* **Assigned task**: Take every line of the material below that includes the string "Lynnwood" and copy it out.

* **Supplied records**:
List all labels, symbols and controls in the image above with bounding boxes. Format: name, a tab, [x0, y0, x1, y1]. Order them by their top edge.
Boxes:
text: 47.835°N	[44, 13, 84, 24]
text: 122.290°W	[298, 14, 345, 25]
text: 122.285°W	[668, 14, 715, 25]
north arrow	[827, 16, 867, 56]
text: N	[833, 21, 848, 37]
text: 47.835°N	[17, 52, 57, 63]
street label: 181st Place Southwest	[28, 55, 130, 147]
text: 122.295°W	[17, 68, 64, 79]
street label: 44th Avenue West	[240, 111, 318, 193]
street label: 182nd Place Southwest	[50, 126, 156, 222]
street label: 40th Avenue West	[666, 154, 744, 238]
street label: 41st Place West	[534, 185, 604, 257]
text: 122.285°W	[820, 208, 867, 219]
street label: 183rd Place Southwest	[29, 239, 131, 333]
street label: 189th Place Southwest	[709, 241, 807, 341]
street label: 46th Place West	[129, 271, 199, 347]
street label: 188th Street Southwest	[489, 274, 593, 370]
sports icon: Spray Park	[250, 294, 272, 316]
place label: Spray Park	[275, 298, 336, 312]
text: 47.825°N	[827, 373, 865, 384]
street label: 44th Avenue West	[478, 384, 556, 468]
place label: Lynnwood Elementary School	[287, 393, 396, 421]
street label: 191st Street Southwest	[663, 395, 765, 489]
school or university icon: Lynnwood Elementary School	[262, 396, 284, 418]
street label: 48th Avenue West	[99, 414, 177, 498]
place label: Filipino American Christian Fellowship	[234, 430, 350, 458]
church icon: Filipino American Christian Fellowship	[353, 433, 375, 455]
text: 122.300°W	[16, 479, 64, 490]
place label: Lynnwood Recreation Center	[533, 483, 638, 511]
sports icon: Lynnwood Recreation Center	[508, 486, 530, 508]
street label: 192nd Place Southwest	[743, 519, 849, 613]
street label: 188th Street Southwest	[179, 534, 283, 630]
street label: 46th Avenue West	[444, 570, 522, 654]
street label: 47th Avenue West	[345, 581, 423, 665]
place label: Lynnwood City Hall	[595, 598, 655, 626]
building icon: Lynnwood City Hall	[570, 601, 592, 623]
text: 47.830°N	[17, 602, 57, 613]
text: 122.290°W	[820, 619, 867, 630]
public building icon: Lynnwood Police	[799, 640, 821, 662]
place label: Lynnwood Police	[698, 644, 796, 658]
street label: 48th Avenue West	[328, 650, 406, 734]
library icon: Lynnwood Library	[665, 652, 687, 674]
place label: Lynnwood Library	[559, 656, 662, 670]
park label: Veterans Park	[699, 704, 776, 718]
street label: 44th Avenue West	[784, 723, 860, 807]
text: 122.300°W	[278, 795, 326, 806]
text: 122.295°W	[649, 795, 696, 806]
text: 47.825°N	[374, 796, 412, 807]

* **Answer to this problem**:
place label: Lynnwood Elementary School	[287, 393, 396, 421]
school or university icon: Lynnwood Elementary School	[262, 396, 284, 418]
place label: Lynnwood Recreation Center	[533, 483, 638, 511]
sports icon: Lynnwood Recreation Center	[508, 486, 530, 508]
place label: Lynnwood City Hall	[595, 598, 655, 626]
building icon: Lynnwood City Hall	[570, 601, 592, 623]
public building icon: Lynnwood Police	[799, 640, 821, 662]
place label: Lynnwood Police	[698, 644, 796, 658]
library icon: Lynnwood Library	[665, 652, 687, 674]
place label: Lynnwood Library	[559, 656, 662, 670]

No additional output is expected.